Oh - Zargon has a good point. The rear reflections are probably worse than from the sides. I've deadened both walls enough to tame that form of standing wave.
Snofun3, how about a mirror on the ceiling instead of a rug?
And with Cdc's post, the thread turned...

Tvad, I think we'd exhausted the subject anyway.

Well Cdc, If you want to see that first reflecting point on a permanent basis I suppose that's useful - why else would you want a mirror on the ceiling?

Caught me!!
Tvad and snofun3 - LOL!!!!!
so if you where to hit my instrument and stand in front of it .Lets say you line all 4 walls with humans ,line all the ceiling and floor as well.when you hit the triangle(example)no other person will hear it but you becaue you block it is 3d friends.......
I'm not sure what you are trying to say, but if you are saying that you need all of the reflections from the walls, ceiling, and floors to get 3d effect, you are overlooking the fact that on well recorded software that information is already there.
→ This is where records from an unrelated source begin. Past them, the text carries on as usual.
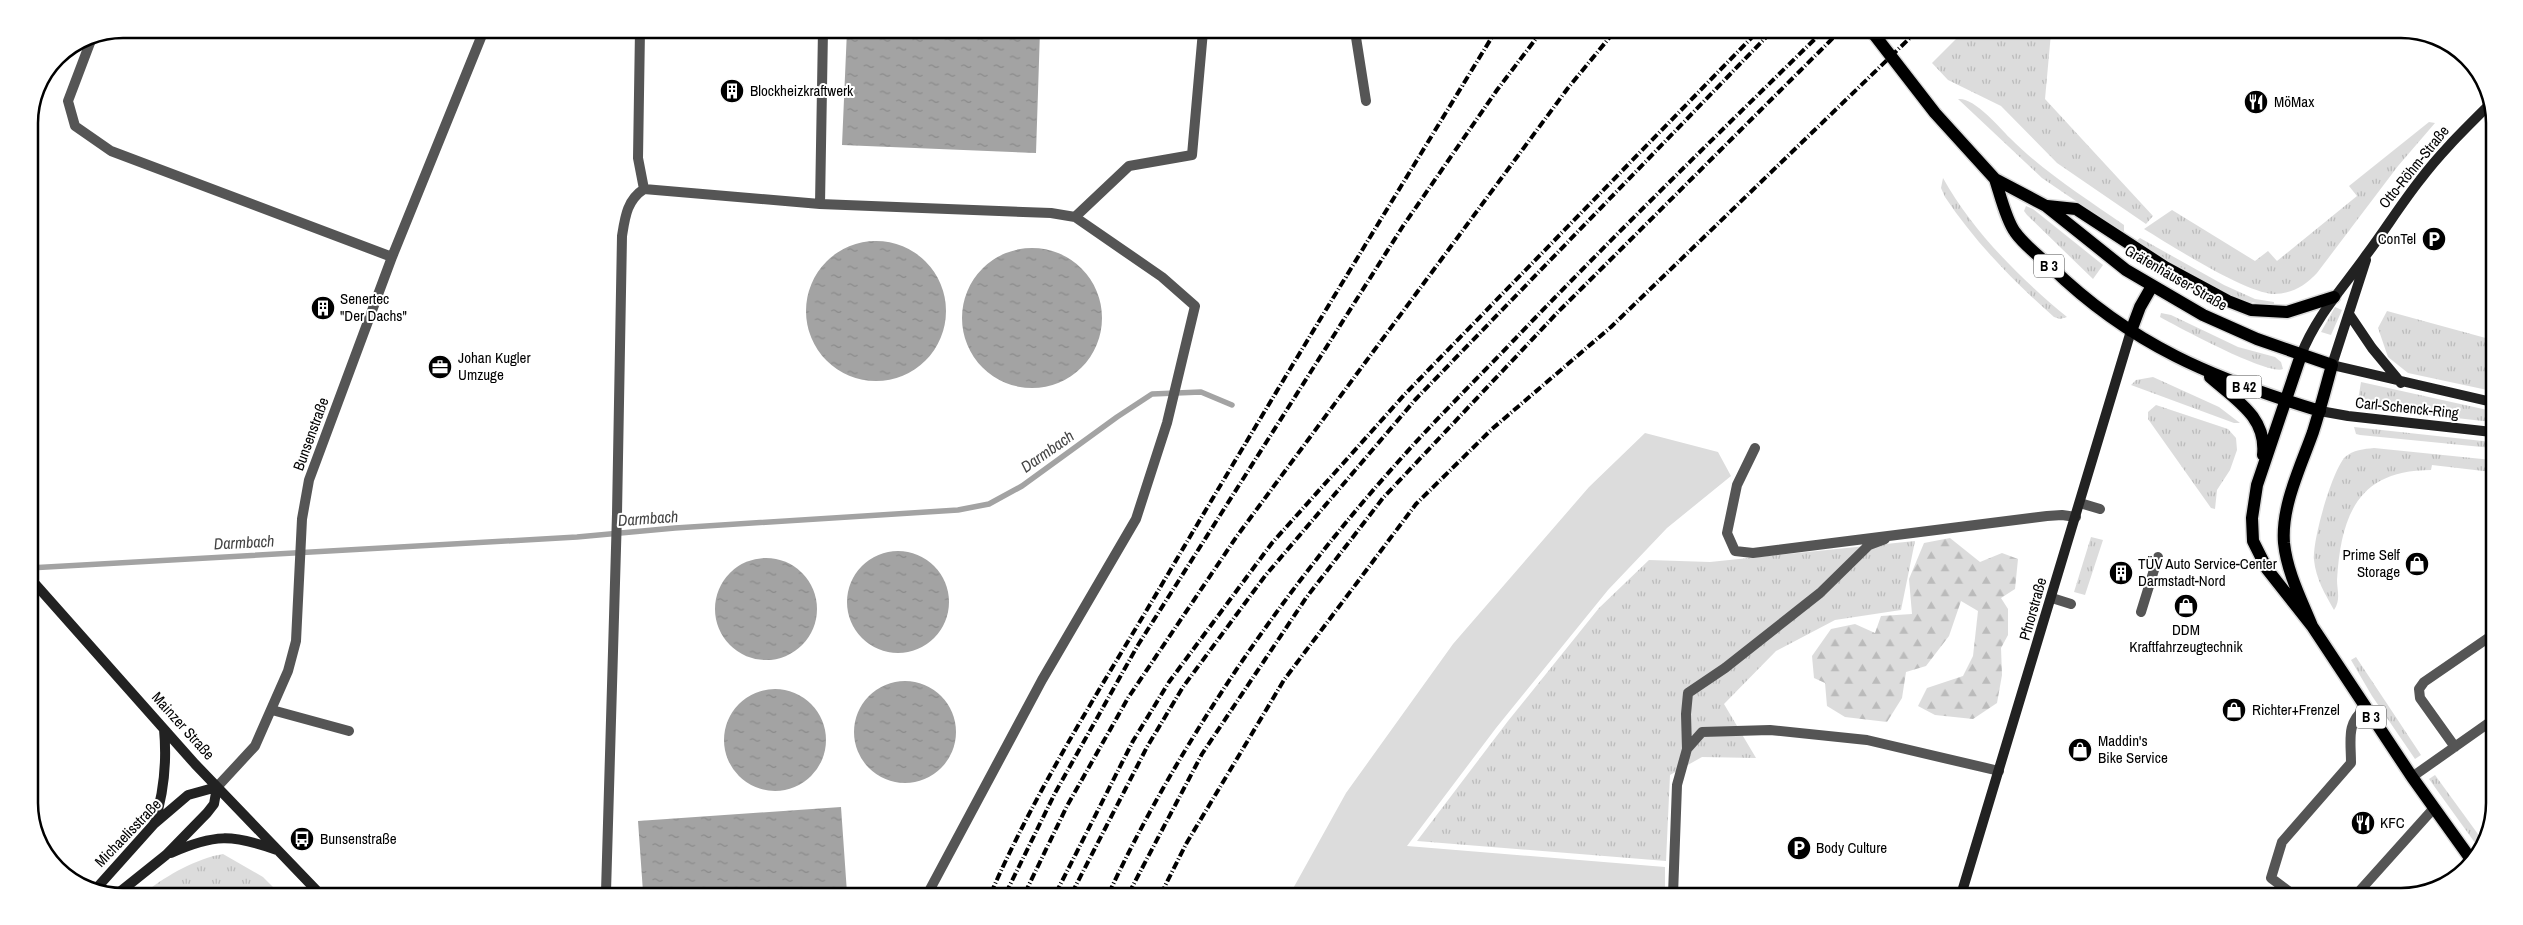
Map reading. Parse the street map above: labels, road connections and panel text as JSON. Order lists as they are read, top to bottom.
{
  "streets": {
    "main road": ["B 3", "Gräfenhäuser Straße", "B 42"],
    "street": [
      "Otto-Röhm-Straße",
      "Carl-Schenck-Ring",
      "Bunsenstraße",
      "Pfnorstraße",
      "Mainzer Straße",
      "Michaelisstraße"
    ]
  },
  "crossings": [
    ["Otto-Röhm-Straße", "B 3"],
    ["Otto-Röhm-Straße", "Gräfenhäuser Straße"],
    ["Otto-Röhm-Straße", "Carl-Schenck-Ring"],
    ["B 3", "Gräfenhäuser Straße"],
    ["B 3", "B 42"],
    ["B 3", "Carl-Schenck-Ring"],
    ["Gräfenhäuser Straße", "B 42"],
    ["Gräfenhäuser Straße", "Carl-Schenck-Ring"],
    ["Gräfenhäuser Straße", "Pfnorstraße"],
    ["B 42", "Carl-Schenck-Ring"],
    ["Bunsenstraße", "Mainzer Straße"],
    ["Bunsenstraße", "Michaelisstraße"],
    ["Mainzer Straße", "Michaelisstraße"]
  ],
  "water": ["Darmbach"],
  "places": {
    "building": ["Blockheizkraftwerk", "Senertec \"Der Dachs\"", "TÜV Auto Service-Center Darmstadt-Nord"],
    "restaurant": ["MöMax", "KFC"],
    "parking": ["ConTel", "Body Culture"],
    "office": ["Johan Kugler Umzuge"],
    "shop": [
      "Prime Self Storage",
      "DDM Kraftfahrzeugtechnik",
      "Richter+Frenzel",
      "Maddin's Bike Service"
    ],
    "bus stop": ["Bunsenstraße"]
  }
}
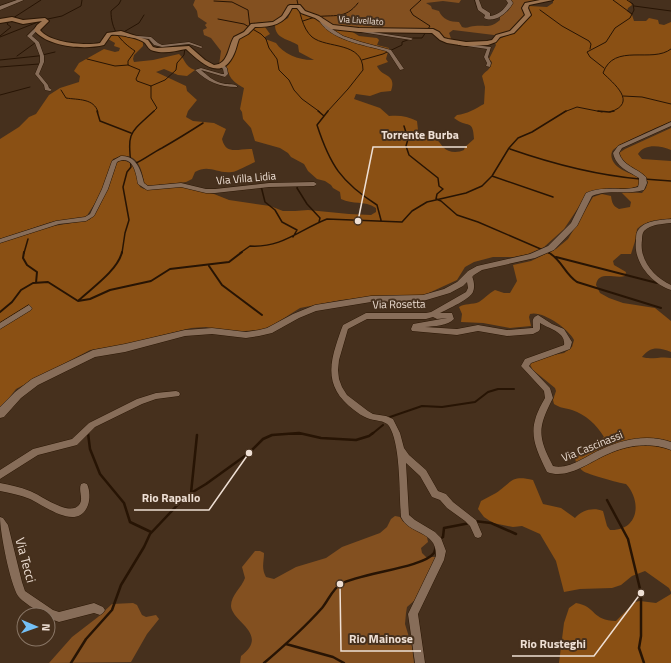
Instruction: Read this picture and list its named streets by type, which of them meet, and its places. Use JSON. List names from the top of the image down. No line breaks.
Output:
{"streets":{"main road":["Via Livellato"],"street":["Via Villa Lidia","Via Rosetta","Via Cascinassi","Via Tecci"]},"crossings":[["Via Rosetta","Via Cascinassi"]],"places":["Torrente Burba","Rio Rapallo","Rio Mainose","Rio Rusteghi"],"north":"right"}
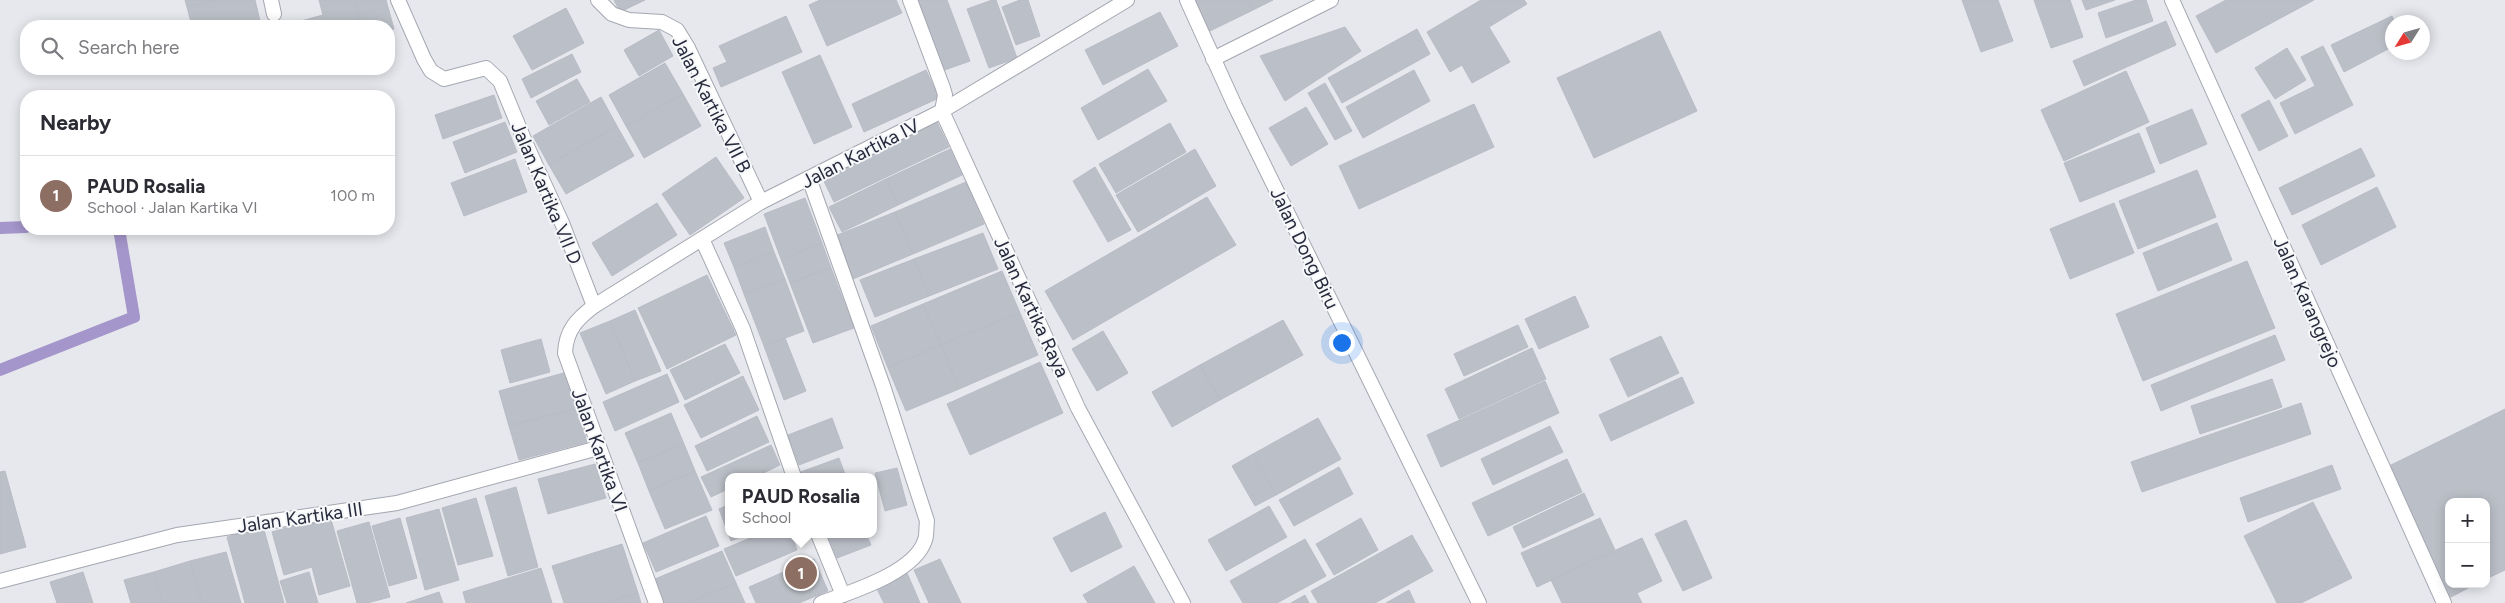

To not treat the critical reflection points will distort the original signals and you will lose the value inherrent in making recordings using minimal mic'ing with realistic spatial information. In other words, there goes your depth of field everyone seems to think is so important.
Not saying that at all - sound reflects in staight lines (many, many, many straight lines - it does not zoom around corners, honest), and when the waves bounce back they cancel each other out at a certain place (standing waves). The way to stop that is to not allow them to reflect back.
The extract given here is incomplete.